▶ **TRY IT**:
An exact transcription is needed, starting at the line containing "What data does" and running through the last line of the records, with every picture left out.

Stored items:
--------------------

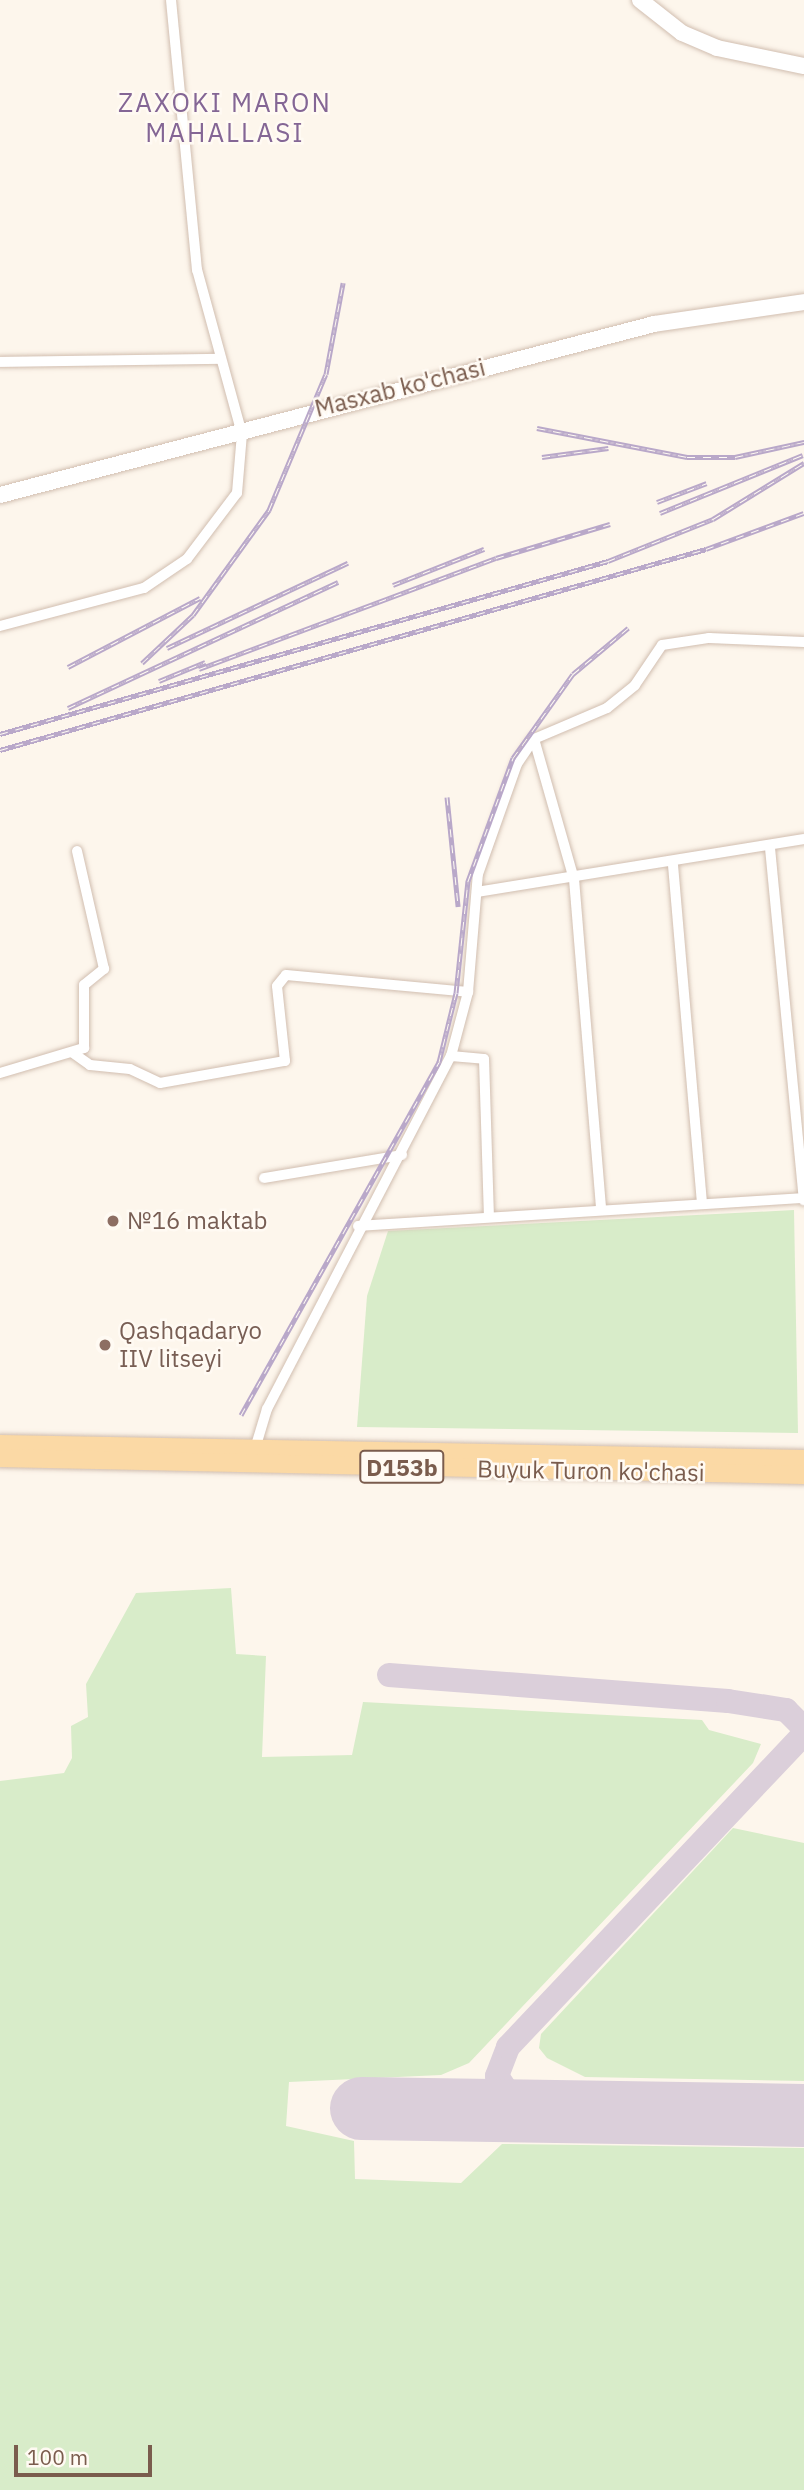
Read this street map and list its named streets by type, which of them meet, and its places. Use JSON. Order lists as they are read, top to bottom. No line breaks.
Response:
{"streets":{"main road":["Masxab ko'chasi","D153b","Buyuk Turon ko'chasi"]},"districts":["ZAXOKI MARON MAHALLASI"],"places":["№16 maktab","Qashqadaryo IIV litseyi"],"scale_bar":"100 m"}
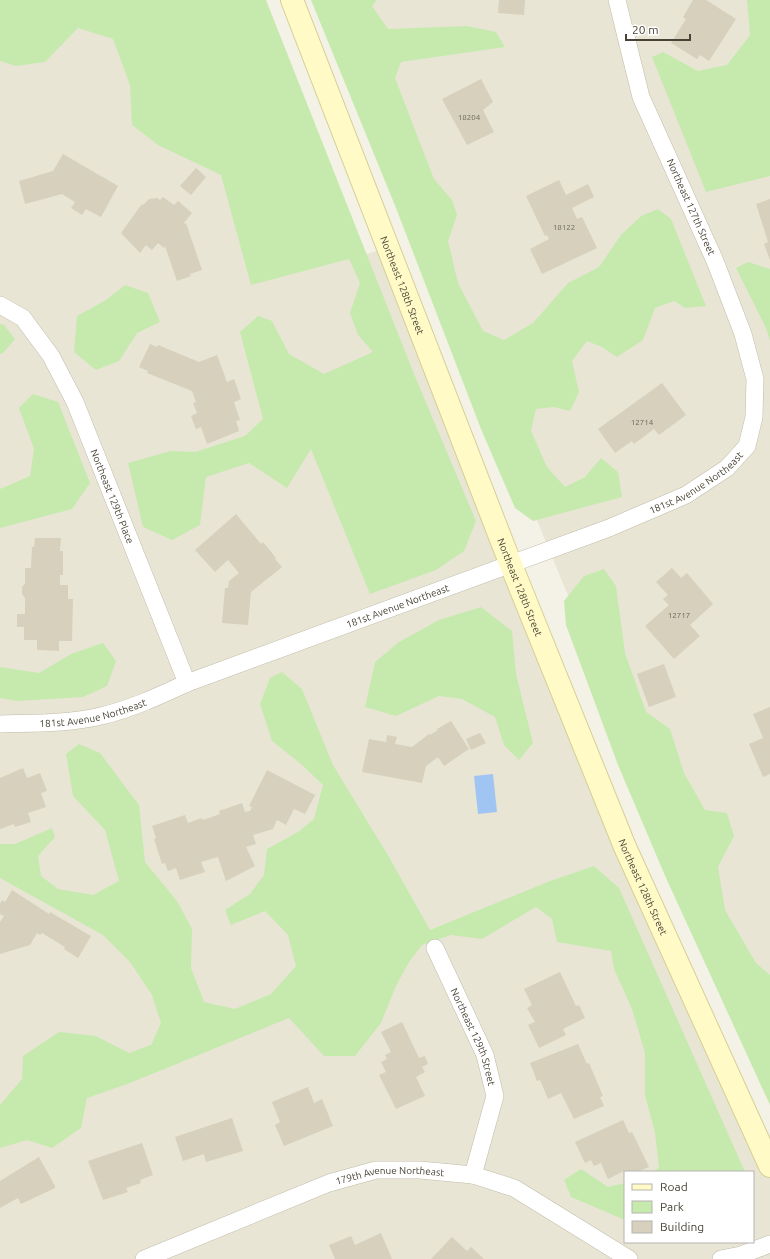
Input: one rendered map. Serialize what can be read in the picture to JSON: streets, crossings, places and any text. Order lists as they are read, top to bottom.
{
  "streets": {
    "street": [
      "Northeast 127th Street",
      "Northeast 128th Street",
      "181st Avenue Northeast",
      "Northeast 129th Place",
      "Northeast 129th Street",
      "179th Avenue Northeast"
    ]
  },
  "crossings": [
    ["Northeast 127th Street", "181st Avenue Northeast"],
    ["Northeast 128th Street", "181st Avenue Northeast"],
    ["181st Avenue Northeast", "Northeast 129th Place"],
    ["Northeast 129th Street", "179th Avenue Northeast"]
  ],
  "house_numbers": [
    "18204",
    "18122",
    "12714",
    "12717"
  ],
  "legend": ["Road", "Park", "Building"],
  "scale_bar": "20 m"
}
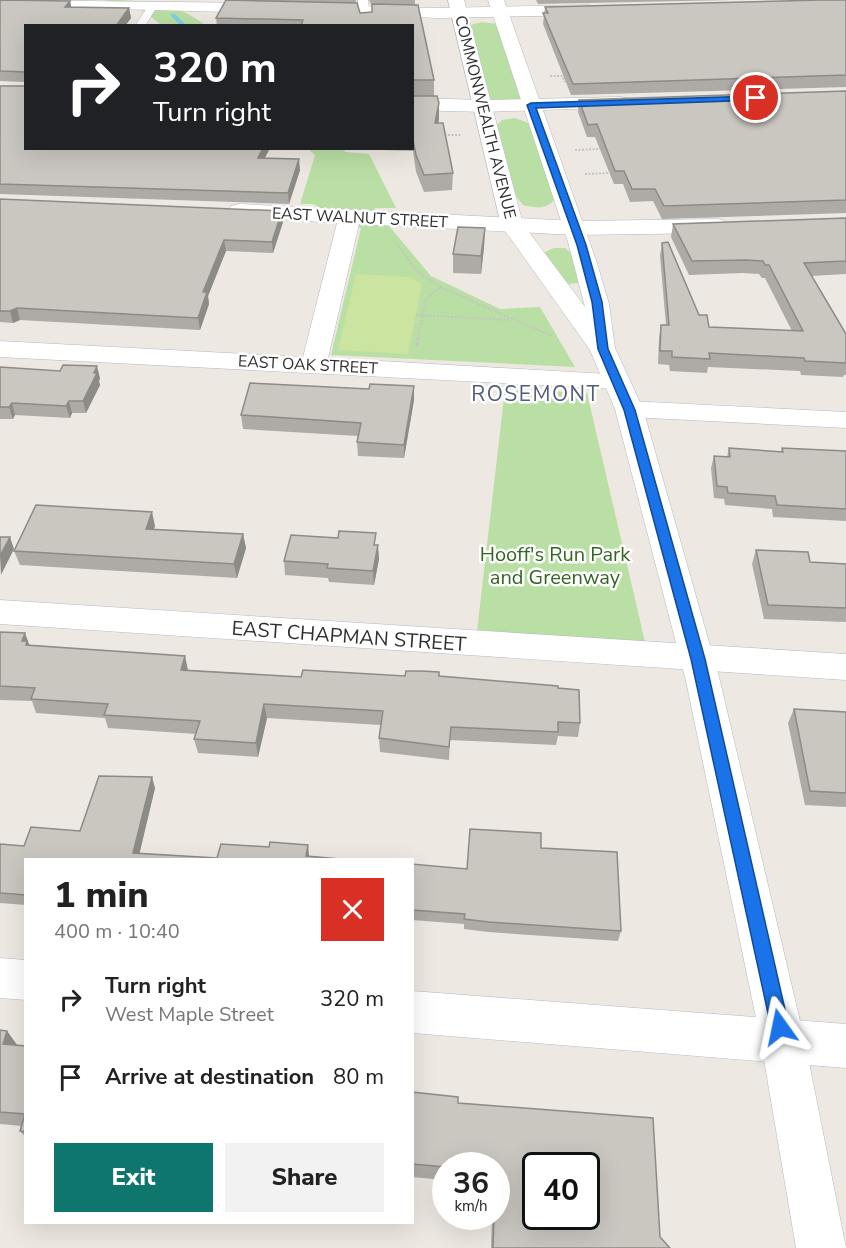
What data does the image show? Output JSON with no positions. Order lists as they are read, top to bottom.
{
  "streets": {
    "street": [
      "COMMONWEALTH AVENUE",
      "EAST WALNUT STREET",
      "EAST OAK STREET",
      "EAST CHAPMAN STREET"
    ]
  },
  "crossings": [
    ["COMMONWEALTH AVENUE", "EAST WALNUT STREET"],
    ["COMMONWEALTH AVENUE", "EAST OAK STREET"],
    ["COMMONWEALTH AVENUE", "EAST CHAPMAN STREET"]
  ],
  "districts": ["ROSEMONT"],
  "parks": ["Hooff's Run Park and Greenway"],
  "page": {
    "turn": ["320 m", "Turn right"],
    "heading": ["1 min", "400 m · 10:40"],
    "list": [
      {
        "name": "Turn right",
        "note": "West Maple Street",
        "value": "320 m"
      },
      {
        "name": "Arrive at destination",
        "value": "80 m"
      }
    ],
    "buttons": ["Exit", "Share"],
    "speed": "36 km/h",
    "limit": "40"
  }
}
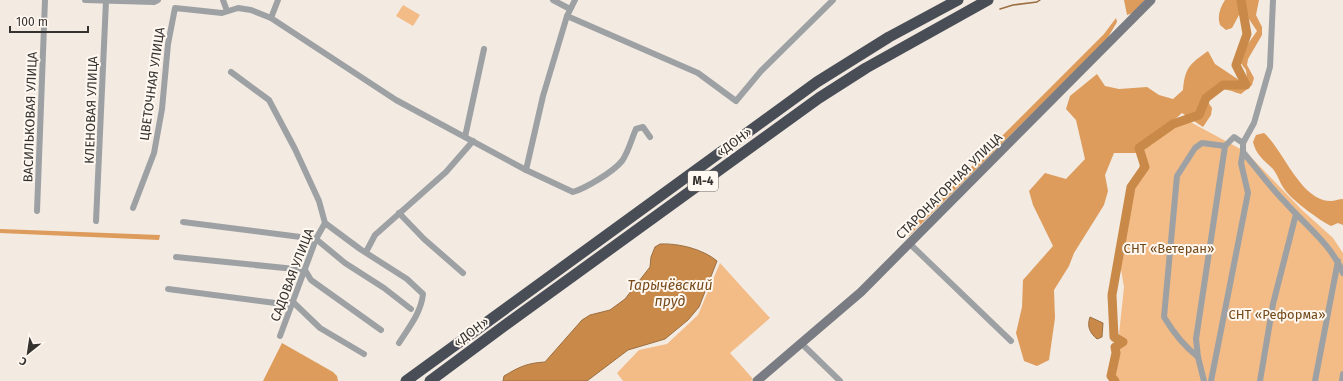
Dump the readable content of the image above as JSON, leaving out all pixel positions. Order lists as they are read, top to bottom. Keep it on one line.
{"streets":{"highway":["«ДОН»","М-4"],"main road":["СТАРОНАГОРНАЯ УЛИЦА"],"street":["ЦВЕТОЧНАЯ УЛИЦА","КЛЕНОВАЯ УЛИЦА","ВАСИЛЬКОВАЯ УЛИЦА","САДОВАЯ УЛИЦА"]},"water":["Тарычёвский пруд"],"parks":["СНТ «Ветеран»","СНТ «Реформа»"],"scale_bar":"100 m","north":"bottom left"}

--------------------

▶ **RESPONSE TO THIS TASK**:
What data does the image show? Output JSON with no positions. Order lists as they are read, top to bottom.
{
  "streets": {
    "street": [
      "COMMONWEALTH AVENUE",
      "EAST WALNUT STREET",
      "EAST OAK STREET",
      "EAST CHAPMAN STREET"
    ]
  },
  "crossings": [
    ["COMMONWEALTH AVENUE", "EAST WALNUT STREET"],
    ["COMMONWEALTH AVENUE", "EAST OAK STREET"],
    ["COMMONWEALTH AVENUE", "EAST CHAPMAN STREET"]
  ],
  "districts": ["ROSEMONT"],
  "parks": ["Hooff's Run Park and Greenway"],
  "page": {
    "turn": ["320 m", "Turn right"],
    "heading": ["1 min", "400 m · 10:40"],
    "list": [
      {
        "name": "Turn right",
        "note": "West Maple Street",
        "value": "320 m"
      },
      {
        "name": "Arrive at destination",
        "value": "80 m"
      }
    ],
    "buttons": ["Exit", "Share"],
    "speed": "36 km/h",
    "limit": "40"
  }
}
Dump the readable content of the image above as JSON, leaving out all pixel positions. Order lists as they are read, top to bottom. Keep it on one line.
{"streets":{"highway":["«ДОН»","М-4"],"main road":["СТАРОНАГОРНАЯ УЛИЦА"],"street":["ЦВЕТОЧНАЯ УЛИЦА","КЛЕНОВАЯ УЛИЦА","ВАСИЛЬКОВАЯ УЛИЦА","САДОВАЯ УЛИЦА"]},"water":["Тарычёвский пруд"],"parks":["СНТ «Ветеран»","СНТ «Реформа»"],"scale_bar":"100 m","north":"bottom left"}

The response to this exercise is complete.